What is already known about this topic

The life cycle of traditional machine learning (ML) applications which focus on predicting labels is well understood.
Biases are known to enter in traditional ML applications at various points in the life cycle, and methods to measure and mitigate these biases have been developed and tested.
Large language models (LLMs) and other forms of generative artificial intelligence (GenAI) are increasingly adopted in education technologies (EdTech), but current evaluation approaches are not specific to the domain of education.

What this paper adds

A holistic perspective of the LLM life cycle with domain-specific examples in education to highlight opportunities and challenges for incorporating natural language understanding (NLU) and natural language generation (NLG) into EdTech.
Potential sources of bias are identified in each step of the LLM life cycle and discussed in the context of education.
A framework for understanding where to expect potential harms of LLMs for students, teachers, and other users of GenAI technology in education, which can guide approaches to bias measurement and mitigation.

Implications for practice and/or policy

Education practitioners and policymakers should be aware that biases can originate from a multitude of steps in the LLM life cycle, and the life cycle perspective offers them a heuristic for asking technology developers to explain each step to assess the risk of bias.
Measuring the biases of systems that use LLMs in education is more complex than with traditional ML, in large part because the evaluation of natural language generation is highly context-dependent (eg, what counts as good feedback on an assignment varies).
EdTech developers can play an important role in collecting and curating datasets for the evaluation and benchmarking of LLM applications moving forward.

Abstract Image

查看原文本刊更多论文

教育领域大型语言模型的生命周期：了解偏见来源的框架

大语言模型（LLM）越来越多地被应用于教育领域，为学生和教师提供个性化支持。基于 LLM 的应用程序具有前所未有的理解和生成自然语言的能力，有可能提高教学效果和学习成果，但将 LLM 整合到教育技术中再次引发了对算法偏见的担忧，因为这可能会加剧教育不平等。在之前绘制传统机器学习生命周期图的工作基础上，我们提供了一个 LLM 生命周期框架，从 LLM 的初始开发到为教育环境中的各种应用定制预训练模型。我们解释了 LLM 生命周期中的每个步骤，并确定了教育背景下可能出现的潜在偏差来源。我们讨论了为什么目前传统机器学习的偏差测量方法无法应用于 LLM 生成的文本（如辅导对话），因为文本编码是高维的，可能存在多个正确的回答，而且定制回答可能在教学上是可取的，而不是不公平的。所提出的框架澄清了 LLM 应用程序中偏见的复杂性质，并为其评估提供了实用指导，以促进教育公平。众所周知，传统的机器学习应用在生命周期的不同阶段会出现偏差，而测量和减轻这些偏差的方法已经开发出来并经过了测试。大型语言模型（LLM）和其他形式的生成式人工智能（GenAI）越来越多地被教育技术（EdTech）所采用，但目前的评估方法并不是专门针对教育领域的。本文的补充内容从整体上透视 LLM 的生命周期，并结合教育领域的具体实例，强调将自然语言理解（NLU）和自然语言生成（NLG）纳入教育技术的机遇和挑战。在 LLM 生命周期的每个步骤中确定潜在的偏差来源，并结合教育进行讨论。了解 LLM 对学生、教师和 GenAI 技术在教育领域的其他用户的潜在危害的框架，该框架可指导偏差测量和缓解方法。对实践和/或政策的启示教育从业者和政策制定者应该意识到，偏差可能源于LLM生命周期中的多个步骤，而生命周期视角为他们提供了一种启发式方法，可以要求技术开发者解释每个步骤，以评估偏差风险。与传统的 ML 相比，测量教育领域中使用 LLM 的系统的偏差更为复杂，这在很大程度上是因为对自然语言生成的评估高度依赖于上下文（例如，什么算作作业的良好反馈各不相同）。教育技术开发人员可以在收集和整理数据集方面发挥重要作用，以便对 LLM 应用程序进行评估和基准测试。

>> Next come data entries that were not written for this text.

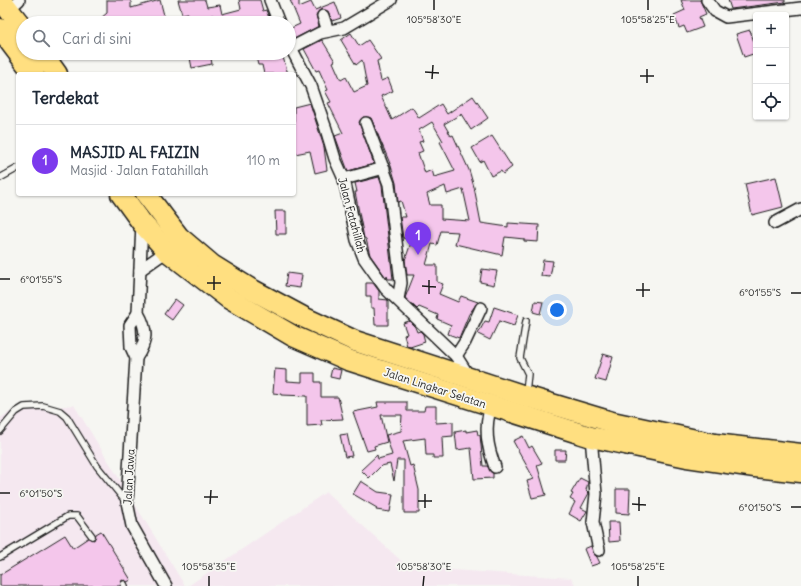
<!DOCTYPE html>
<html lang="id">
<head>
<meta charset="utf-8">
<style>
  :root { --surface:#fff; --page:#f6f6f7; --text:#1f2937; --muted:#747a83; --line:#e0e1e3; --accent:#7c3aed }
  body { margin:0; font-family:Delius,sans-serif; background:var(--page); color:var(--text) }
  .controls { position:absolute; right:12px; top:12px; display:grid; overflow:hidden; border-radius:4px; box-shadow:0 1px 3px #0004 }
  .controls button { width:36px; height:36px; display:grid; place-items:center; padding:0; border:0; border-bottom:1px solid var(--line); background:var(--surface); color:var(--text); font:20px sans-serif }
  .you { position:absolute; left:557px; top:310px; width:14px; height:14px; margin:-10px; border:3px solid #fff; border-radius:50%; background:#1a73e8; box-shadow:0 0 0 6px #1a73e833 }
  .badge { display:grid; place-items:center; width:26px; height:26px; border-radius:50%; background:var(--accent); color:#fff; font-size:13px; font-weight:700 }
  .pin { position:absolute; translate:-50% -33px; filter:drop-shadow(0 1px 2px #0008) }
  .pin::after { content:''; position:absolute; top:21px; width:14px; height:12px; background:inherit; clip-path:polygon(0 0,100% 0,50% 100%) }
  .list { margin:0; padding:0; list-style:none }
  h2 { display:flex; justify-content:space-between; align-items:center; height:52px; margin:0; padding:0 16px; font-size:17px }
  h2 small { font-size:13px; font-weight:400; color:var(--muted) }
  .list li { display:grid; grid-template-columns:26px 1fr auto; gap:12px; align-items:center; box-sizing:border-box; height:72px; padding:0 16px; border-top:1px solid var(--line) }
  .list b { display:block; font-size:15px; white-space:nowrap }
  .list p { margin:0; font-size:13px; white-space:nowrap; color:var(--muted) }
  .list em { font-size:13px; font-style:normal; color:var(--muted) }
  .icon { flex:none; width:22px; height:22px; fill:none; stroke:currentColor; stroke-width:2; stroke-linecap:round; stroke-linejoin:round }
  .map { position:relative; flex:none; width:801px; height:586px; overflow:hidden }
  .search { position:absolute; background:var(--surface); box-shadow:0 1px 3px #0004; left:16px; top:16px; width:280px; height:44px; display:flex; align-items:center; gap:10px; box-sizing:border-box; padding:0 14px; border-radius:22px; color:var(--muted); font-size:15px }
  .panel { position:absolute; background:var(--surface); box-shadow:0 1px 3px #0004; left:16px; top:72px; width:280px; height:124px; border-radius:4px }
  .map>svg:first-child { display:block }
  .built { fill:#f5e8f0 }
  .building { fill:#f4c6eb; stroke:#1c1c1c; fill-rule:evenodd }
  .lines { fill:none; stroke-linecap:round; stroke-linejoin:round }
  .lane-casing { stroke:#1c1c1c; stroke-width:8 }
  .street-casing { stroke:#1c1c1c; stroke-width:14 }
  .highway-casing { stroke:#1c1c1c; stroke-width:23 }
  .lane { stroke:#f6f6f2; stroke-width:5.5 }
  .street { stroke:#f6f6f2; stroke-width:11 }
  .highway { stroke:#ffdf80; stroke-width:20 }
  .ticks { fill:none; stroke:#1c1c1c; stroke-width:1.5 }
  .labels { text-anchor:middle; stroke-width:3.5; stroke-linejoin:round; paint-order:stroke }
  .street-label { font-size:11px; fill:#1c1c1c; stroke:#f6f6f2 }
  .ticks-label { font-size:10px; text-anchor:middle; fill:#1c1c1c; stroke:#f6f6f2; stroke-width:3.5; stroke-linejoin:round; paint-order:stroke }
</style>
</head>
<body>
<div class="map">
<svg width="801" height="586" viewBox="0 0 801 586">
  <rect width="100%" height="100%" fill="#f6f6f2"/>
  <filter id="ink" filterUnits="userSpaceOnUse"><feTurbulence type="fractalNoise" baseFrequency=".025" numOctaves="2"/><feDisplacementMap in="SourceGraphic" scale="8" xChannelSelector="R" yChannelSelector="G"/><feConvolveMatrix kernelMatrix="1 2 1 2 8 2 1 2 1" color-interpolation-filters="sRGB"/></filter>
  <g filter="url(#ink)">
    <g class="built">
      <path d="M74 405 185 586H0V418L10 412Z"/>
      <path d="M326 492 408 567 571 578 576 586H188Z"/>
    </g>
    <g class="building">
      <path d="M107 0H131V8L160 0 166 23H95L107 13Z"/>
      <path d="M178 0H205L207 7 220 5 222 14 241 9 239 0H260L263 11 266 10 271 23H242L241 21 232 23H215L213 15 198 18 199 23H188V13L182 14Z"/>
      <path d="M290 0H299V7L311 2 315 10 335 2 341 18 332 21 328 11 320 10 316 15 319 26 294 39 289 29 300 24Z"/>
      <path d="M681 0H700L706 14 699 17 703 27 687 33 684 26 679 28 674 15 685 10Z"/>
      <path d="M728 0H785V2L731 9Z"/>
      <path d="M750 30 756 48V53L744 57 736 34Z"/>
      <path d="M351 33 359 46 368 40 381 59 377 61 381 81 388 78 393 91 381 96 392 120 412 107 419 118 441 104 447 114 473 96 488 118 471 130 461 114 444 124 451 136 453 135 469 170 474 187 481 223 508 227V223L539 225 538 242 524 241V239L505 237 502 255 455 244 458 232 441 231 437 245 432 244 426 265H437V282L443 284 439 294 458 302 461 296 478 302 469 314 459 338 448 334 451 325 437 319 438 315 419 307 417 309 405 298 414 275H407L405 260 412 240 403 238 400 217H406L401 201 398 202 396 183 391 166 371 118 363 117 359 122 374 164 348 171 338 144 335 136 343 133 328 103 331 102 325 91 328 90 319 70 316 71 304 49 322 40 335 61 333 62 341 80 346 77 354 92 367 86 362 60 356 65 341 40ZM432 122 443 141 440 142 455 171 434 177 432 170 425 173 418 153 423 151 419 142 423 141 419 130ZM445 186 447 194 463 189 470 221 441 219V205H430L427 194Z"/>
      <path d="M189 53H210L212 64 192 68Z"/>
      <path d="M255 53H276L277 55 282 54 288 74H264L262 65H258Z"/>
      <path d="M310 103 324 147 327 170 315 173 310 151 295 154 294 147V107Z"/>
      <path d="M492 136 512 167 503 174 501 171 491 176 483 160 480 162 472 148Z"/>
      <path d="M379 177 382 186 393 279H388L387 276V279L370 255 366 239 364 238 355 192H357L355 183Z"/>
      <path d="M776 177 783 207 752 215 745 184Z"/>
      <path d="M275 211H286V234H276Z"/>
      <path d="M543 260 553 261 550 277 541 276Z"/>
      <path d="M482 269 497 271 494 285 480 282Z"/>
      <path d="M287 273 302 275 300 288 285 286Z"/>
      <path d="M366 283H373L379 291V299L388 300V325H375L374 308H371V296H366Z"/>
      <path d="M175 299 183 305 172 320 164 314Z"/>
      <path d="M535 301 543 302 540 314 533 312Z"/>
      <path d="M494 307 518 315 514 326 499 321 490 340 478 334 485 321 489 322Z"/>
      <path d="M409 321 415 327 417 332 420 331 423 334 425 342 410 347 407 346 404 335 407 334 403 323Z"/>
      <path d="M603 354 613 357 606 382 595 379Z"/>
      <path d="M332 368 341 370 339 379 330 377Z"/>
      <path d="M275 369 287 370V381L302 382V373H315V382H321V397H338L343 419 321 420 322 425 307 426V396L281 395V394L273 393Z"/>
      <path d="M377 402H407V411H424L425 406H436V423L453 422V436L442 437 443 458H433V455H426L425 438 403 441 410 466 413 465 419 490V513H404V460H397L394 481 390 464 381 466 369 478 361 470 377 455 378 459 392 455 386 435 401 431 402 415H381L387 442 374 446 375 449 367 451 353 412 378 407Z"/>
      <path d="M466 430V432L477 430 478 435H480L483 466H487L493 473V478L474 479 471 448 457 450 455 432Z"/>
      <path d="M347 434 352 456 345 457 340 435Z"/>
      <path d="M523 436 529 448 532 446 542 463 537 465 546 495 532 498 527 481 534 479 513 441Z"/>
      <path d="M555 450H566L565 460H555Z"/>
      <path d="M580 478 588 482 586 490 589 493 581 508 587 511 581 521 569 514 575 502 570 499 573 494 571 493Z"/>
      <path d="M361 481 378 492 393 494 390 512 376 510 377 508 353 494Z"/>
      <path d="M616 489H630L629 514 616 513Z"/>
      <path d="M608 522H619L620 541 609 542Z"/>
      <path d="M101 531 131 580 127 582 122 580 120 586H0V575L65 535 73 548 88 538 94 540 96 534Z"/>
      <path d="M591 546 594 554 597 557 600 563 591 566 584 549Z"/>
    </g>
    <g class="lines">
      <defs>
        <g id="lane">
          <path d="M0 178 18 168"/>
          <path d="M526 392 528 374 520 358 526 321"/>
          <path d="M0 431 16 412 24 407 43 406 60 411 67 417 97 466 126 502"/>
          <path d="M0 557 68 516H77L92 536"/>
          <path d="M124 584 125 586"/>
        </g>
        <g id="street">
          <path d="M270 0 279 23"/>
          <path d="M707 0 715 11 726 17 801 8"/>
          <path d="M9 9 19 0"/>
          <path d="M323 16 328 31"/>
          <path d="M289 44 311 86 326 129 335 159 344 179 357 240 364 258 386 289 456 356 470 378"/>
          <path d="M291 48 320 33 344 28 391 0"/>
          <path d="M366 123 389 184 400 274 401 283 398 299"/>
          <path d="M344 179 384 168"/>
          <path d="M775 223 801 209"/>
          <path d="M140 270 167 251"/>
          <path d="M138 313 130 325 131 347 136 358 127 502 132 526 166 586"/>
          <path d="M456 356 465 342 481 308"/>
          <path d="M136 358C147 342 148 330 138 313L142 223"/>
          <path d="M491 406C484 428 487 446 495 467"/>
          <path d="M591 437 596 494 593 522 599 550"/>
        </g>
        <g id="highway">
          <path d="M1 0 23 28"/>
          <path d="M0 29 34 74"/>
          <path d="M42 53 57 74"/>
          <path d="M121 194 142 223 167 251 228 298 293 336 348 360 591 437 687 457 755 467 801 472"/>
          <path d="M146 194 179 237 212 265 249 288 303 317 355 341 525 396 612 422 715 444 801 454"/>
        </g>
      </defs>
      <use href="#lane" class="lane-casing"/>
      <use href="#street" class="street-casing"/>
      <use href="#highway" class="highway-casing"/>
      <use href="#lane" class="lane"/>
      <use href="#street" class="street"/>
      <use href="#highway" class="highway"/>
    </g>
  </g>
  <path class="ticks" d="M434 10V0M648 10V0M425 72 439 73M640 76H654M432 79 433 65M647 83V69M0 279H10M207 283H221M422 286 436 287M214 290V276M636 290H650M791 293H801M429 294V280M643 297V283M0 493H10M204 497H218M418 501H432M210 504 211 490M632 504 646 505M791 507H801M425 508V494M639 511V497M209 586V576M423 586 424 576M638 586V576"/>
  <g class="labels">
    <g class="street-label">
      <text transform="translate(352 215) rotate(75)" y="4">Jalan Fatahillah</text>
      <text transform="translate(435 388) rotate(18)" y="4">Jalan Lingkar Selatan</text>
      <text transform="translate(129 477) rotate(-87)" y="4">Jalan Jawa</text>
    </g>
  </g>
  <g class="ticks-label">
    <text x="434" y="23">105°58'30"E</text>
    <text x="648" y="23">105°58'25"E</text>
    <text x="41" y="283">6°01'55"S</text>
    <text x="760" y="296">6°01'55"S</text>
    <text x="41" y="497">6°01'50"S</text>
    <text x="760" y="511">6°01'50"S</text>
    <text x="209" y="570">105°58'35"E</text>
    <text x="424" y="570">105°58'30"E</text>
    <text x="638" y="570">105°58'25"E</text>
  </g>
</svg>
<div class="controls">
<button>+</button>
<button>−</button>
<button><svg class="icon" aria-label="locate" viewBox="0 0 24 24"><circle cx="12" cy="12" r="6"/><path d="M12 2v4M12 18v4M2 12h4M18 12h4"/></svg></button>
</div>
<div class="you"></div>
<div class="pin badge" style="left:418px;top:255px">1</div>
<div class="search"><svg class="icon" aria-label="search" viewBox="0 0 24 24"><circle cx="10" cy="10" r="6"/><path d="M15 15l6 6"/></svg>Cari di sini</div>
<section class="panel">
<h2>Terdekat<small></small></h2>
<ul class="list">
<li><span class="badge">1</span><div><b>MASJID AL FAIZIN</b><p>Masjid · Jalan Fatahillah</p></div><em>110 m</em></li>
</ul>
</section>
</div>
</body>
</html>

本文章由计算机程序翻译，如有差异，请以英文原文为准。

求助全文

约1分钟内获得全文求助全文

来源期刊

British Journal of Educational Technology EDUCATION & EDUCATIONAL RESEARCH-

CiteScore

15.60

自引率

4.50%

发文量

111

期刊介绍： BJET is a primary source for academics and professionals in the fields of digital educational and training technology throughout the world. The Journal is published by Wiley on behalf of The British Educational Research Association (BERA). It publishes theoretical perspectives, methodological developments and high quality empirical research that demonstrate whether and how applications of instructional/educational technology systems, networks, tools and resources lead to improvements in formal and non-formal education at all levels, from early years through to higher, technical and vocational education, professional development and corporate training.